__Instructions to follow__
Wherever the string "building" occurs in a line of these records, report that line.

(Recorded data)

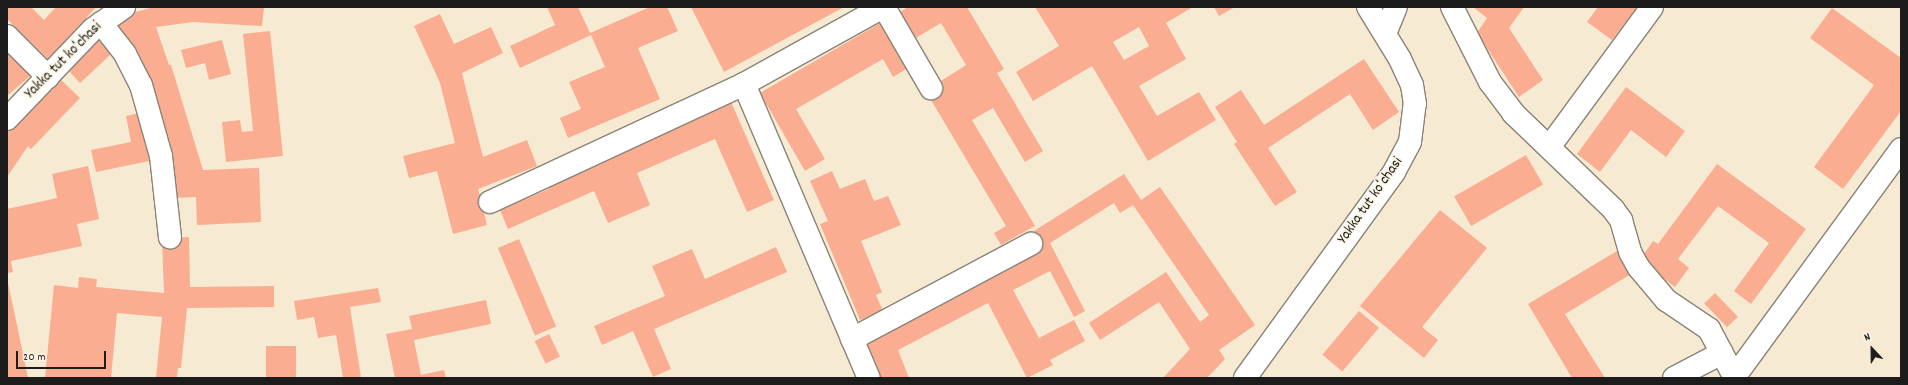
<!DOCTYPE html>
<html>
<head>
<meta charset="utf-8">
<style>
	body { margin:0 }
	#map { position:relative; width:1908px; height:385px; overflow:hidden; background:#f6ead2; font-family:Dekko,sans-serif }
	div>[style] { position:absolute }
	[style*='--x'] { left:calc(var(--x)*1px); top:calc(var(--y)*1px); width:calc(var(--w)*1px); rotate:calc(var(--a)*1deg) }
	.building>* { inset:0; background:#faad91; transform-origin:0 0 }
	.roads { filter:drop-shadow(1px 0 #898377) drop-shadow(-1px 0 #898377) drop-shadow(0 1px #898377) drop-shadow(0 -1px #898377) }
	.minor>* { height:22px; margin:-11px; padding:0 11px; transform-origin:11px; border-radius:11px; background:#fff }
	span { translate:-50% -50%; white-space:nowrap; text-align:center; line-height:1.15; -webkit-text-stroke:3.5px #fcf5e5; paint-order:stroke }
	.street-label { font-size:15px; color:#1c1c1c }
	.frame { position:absolute; inset:0; border:8px solid #1c1c1c; pointer-events:none }
	.north { position:absolute; left:1852px; top:329px; width:40px; height:40px; -webkit-text-stroke:3px #fcf5e5; paint-order:stroke; rotate:338deg; font-size:11px; font-weight:700; line-height:16px; text-align:center; color:#1c1c1c }
	.north::after { content:''; display:block; margin:auto; width:14px; height:18px; background:#1c1c1c; clip-path:polygon(50% 0,100% 100%,50% 72%,0 100%) }
	.scale { position:absolute; left:16px; top:351px; width:90px; height:18px; box-sizing:border-box; border:2px solid #1c1c1c; border-top:0; padding-left:5px; font-size:12px; line-height:14px; white-space:nowrap; color:#1c1c1c; -webkit-text-stroke:3px #fcf5e5; paint-order:stroke }
</style>
</head>
<body>
<div id="map">
	<div class="building">
		<div style="clip-path:polygon(7px 7px,31px 7px,44px 20px,56px 7px,96px 7px,49px 60px,7px 19px)"></div>
		<div style="clip-path:polygon(154px 7px,264px 7px,262px 26px,193px 22px,156px 27px,169px 65px,171px 65px,203px 170px,259px 168px,261px 222px,197px 225px,196px 197px,172px 198px,111px 24px,125px 15px)"></div>
		<div style="clip-path:polygon(547px 7px,578px 7px,590px 33px,650px 7px,667px 7px,678px 31px,638px 48px,660px 99px,568px 138px,560px 118px,581px 109px,569px 82px,605px 67px,591px 35px,520px 68px,510px 46px,555px 25px)"></div>
		<div style="clip-path:polygon(691px 7px,844px 7px,724px 72px)"></div>
		<div style="clip-path:polygon(908px 7px,967px 7px,1004px 69px,997px 73px,1043px 151px,1025px 162px,993px 108px,972px 120px,1035px 226px,1001px 245px,994px 233px,1006px 226px,928px 95px,944px 86px,941px 81px,966px 65px,941px 23px,914px 39px,898px 13px)"></div>
		<div style="clip-path:polygon(evenodd,1035px 7px,1193px 7px,1166px 23px,1186px 59px,1139px 86px,1157px 116px,1199px 92px,1216px 120px,1148px 161px,1092px 66px,1033px 101px,1016px 72px,1059px 46px,1035px 7px,1139px 27px,1149px 46px,1124px 60px,1113px 42px,1139px 27px)"></div>
		<div style="clip-path:polygon(1214px 7px,1235px 7px,1219px 16px)"></div>
		<div style="clip-path:polygon(1473px 7px,1524px 7px,1509px 28px,1543px 80px,1519px 97px,1477px 33px,1487px 18px)"></div>
		<div style="clip-path:polygon(1598px 7px,1637px 7px,1612px 40px,1587px 22px)"></div>
		<div style="clip-path:polygon(1832px 8px,1901px 58px,1901px 111px,1843px 189px,1814px 167px,1874px 85px,1810px 38px)"></div>
		<div style="clip-path:polygon(440px 14px,454px 44px,491px 27px,503px 53px,462px 73px,483px 157px,527px 140px,537px 166px,478px 189px,487px 225px,453px 234px,437px 171px,409px 178px,403px 156px,455px 143px,440px 83px,414px 26px)"></div>
		<div style="clip-path:polygon(887px 19px,913px 65px,893px 77px,883px 59px,796px 109px,825px 159px,805px 171px,760px 93px)"></div>
		<div style="clip-path:polygon(270px 31px,283px 156px,226px 162px,222px 122px,240px 120px,242px 132px,253px 131px,243px 34px)"></div>
		<div style="left:101px;top:32px;width:23px;height:50px;rotate:47deg"></div>
		<div style="clip-path:polygon(222px 40px,231px 74px,209px 80px,205px 63px,186px 68px,181px 50px)"></div>
		<div style="clip-path:polygon(7px 51px,30px 76px,7px 96px)"></div>
		<div style="clip-path:polygon(1364px 59px,1399px 112px,1373px 130px,1350px 94px,1268px 148px,1297px 192px,1275px 206px,1234px 144px,1237px 142px,1215px 107px,1241px 90px,1264px 125px)"></div>
		<div style="clip-path:polygon(58px 77px,80px 98px,31px 149px,28px 146px,7px 177px,7px 129px)"></div>
		<div style="clip-path:polygon(1626px 87px,1685px 131px,1666px 157px,1631px 130px,1600px 172px,1577px 154px)"></div>
		<div style="clip-path:polygon(731px 102px,774px 200px,747px 212px,715px 139px,637px 173px,650px 205px,608px 223px,594px 191px,508px 229px,500px 210px,549px 189px,546px 183px)"></div>
		<div style="clip-path:polygon(144px 112px,154px 160px,96px 172px,91px 150px,131px 142px,126px 116px)"></div>
		<div style="left:1526px;top:155px;width:34px;height:83px;rotate:60deg"></div>
		<div style="clip-path:polygon(1717px 164px,1806px 229px,1751px 304px,1734px 291px,1769px 243px,1718px 206px,1678px 259px,1689px 268px,1675px 287px,1659px 275px,1644px 254px,1653px 241px,1658px 244px)"></div>
		<div style="clip-path:polygon(88px 166px,99px 219px,77px 224px,82px 246px,11px 261px,13px 272px,7px 273px,7px 209px,57px 198px,52px 174px)"></div>
		<div style="clip-path:polygon(832px 171px,840px 189px,865px 179px,874px 201px,888px 196px,901px 225px,861px 241px,882px 292px,876px 295px,883px 311px,860px 320px,820px 224px,828px 221px,810px 181px)"></div>
		<div style="clip-path:polygon(1124px 174px,1141px 200px,1160px 187px,1255px 325px,1219px 350px,1225px 359px,1207px 378px,1163px 378px,1190px 349px,1159px 302px,1100px 340px,1089px 323px,1166px 272px,1200px 322px,1209px 315px,1133px 205px,1120px 213px,1114px 203px,1050px 243px,1085px 311px,1074px 317px,1050px 271px,1013px 290px,1039px 338px,1074px 320px,1085px 341px,1050px 360px,1053px 365px,1027px 378px,988px 303px,898px 350px,909px 378px,878px 378px,862px 336px,1041px 242px,1034px 231px)"></div>
		<div style="clip-path:polygon(1440px 210px,1487px 248px,1422px 327px,1438px 340px,1424px 358px,1360px 306px)"></div>
		<div style="clip-path:polygon(189px 237px,190px 287px,274px 286px,274px 307px,187px 308px,181px 368px,178px 368px,177px 378px,156px 378px,162px 317px,117px 313px,111px 378px,45px 378px,54px 285px,78px 288px,79px 277px,97px 279px,96px 287px,164px 293px,162px 238px)"></div>
		<div style="left:519px;top:239px;width:95px;height:23px;rotate:67deg"></div>
		<div style="clip-path:polygon(776px 247px,787px 272px,654px 329px,671px 369px,653px 377px,633px 331px,602px 345px,594px 326px,665px 296px,652px 266px,692px 249px,705px 279px)"></div>
		<div style="clip-path:polygon(1622px 248px,1636px 271px,1565px 314px,1605px 378px,1572px 378px,1528px 304px)"></div>
		<div style="clip-path:polygon(8px 283px,17px 325px,28px 378px,7px 378px)"></div>
		<div style="clip-path:polygon(378px 288px,381px 302px,350px 307px,361px 378px,343px 378px,336px 335px,318px 338px,314px 317px,297px 320px,294px 301px)"></div>
		<div style="left:1715px;top:293px;width:33px;height:15px;rotate:46deg"></div>
		<div style="clip-path:polygon(486px 300px,491px 324px,414px 340px,421px 375px,444px 370px,446px 378px,395px 378px,386px 334px,412px 329px,409px 316px)"></div>
		<div style="left:1359px;top:311px;width:26px;height:57px;rotate:40deg"></div>
		<div style="left:549px;top:334px;width:25px;height:16px;rotate:64deg"></div>
		<div style="left:266px;top:346px;width:30px;height:32px"></div>
	</div>
	<div class="roads">
		<div class="minor">
			<div style="--x:884;--y:7;--w:94;--a:59.9"></div>
			<div style="--x:1452;--y:7;--w:84;--a:63.1"></div>
			<div style="--x:1490;--y:82;--w:39;--a:53"></div>
			<div style="--x:1513;--y:113;--w:139;--a:43.8"></div>
			<div style="--x:1613;--y:209;--w:14;--a:54"></div>
			<div style="--x:1621;--y:220;--w:33;--a:74"></div>
			<div style="--x:1630;--y:252;--w:18;--a:61"></div>
			<div style="--x:1639;--y:268;--w:42;--a:49.8"></div>
			<div style="--x:1666;--y:300;--w:52;--a:34"></div>
			<div style="--x:1709;--y:329;--w:55;--a:62"></div>
			<div style="--x:101;--y:23;--w:39;--a:52"></div>
			<div style="--x:125;--y:54;--w:35;--a:63"></div>
			<div style="--x:141;--y:85;--w:74;--a:74.3"></div>
			<div style="--x:161;--y:156;--w:82;--a:83.7"></div>
			<div style="--x:1385;--y:34;--w:29;--a:-68"></div>
			<div style="--x:7;--y:36;--w:58;--a:45"></div>
			<div style="--x:744;--y:84;--w:319;--a:67"></div>
			<div style="--x:7;--y:119;--w:124;--a:-46.3"></div>
			<div style="--x:93;--y:29;--w:38;--a:-35"></div>
			<div style="--x:1550;--y:146;--w:172;--a:-53.7"></div>
			<div style="--x:490;--y:202;--w:280;--a:-24.9"></div>
			<div style="--x:744;--y:84;--w:159;--a:-29"></div>
			<div style="--x:852;--y:339;--w:203;--a:-28"></div>
			<div style="--x:1735;--y:376;--w:281;--a:-53.8"></div>
			<div style="--x:1245;--y:378;--w:254;--a:-54.1"></div>
			<div style="--x:1394;--y:172;--w:34;--a:-62"></div>
			<div style="--x:1410;--y:142;--w:38;--a:-83"></div>
			<div style="--x:1415;--y:104;--w:19;--a:-99"></div>
			<div style="--x:1412;--y:85;--w:29;--a:-115"></div>
			<div style="--x:1400;--y:59;--w:61;--a:-121.6"></div>
			<div style="--x:1674;--y:378;--w:54;--a:-27.5"></div>
		</div>
	</div>
	<div class="street-label">
		<span style="left:64px;top:61px;rotate:-45deg">Yakka tut koʻchasi</span>
		<span style="left:1371px;top:201px;rotate:-55deg">Yakka tut koʻchasi</span>
	</div>
	<div class="frame"></div>
	<div class="north">N</div>
	<div class="scale">20 m</div>
</div>
</body>
</html>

__Result of the exercise__
	.building>* { inset:0; background:#faad91; transform-origin:0 0 }
	<div class="building">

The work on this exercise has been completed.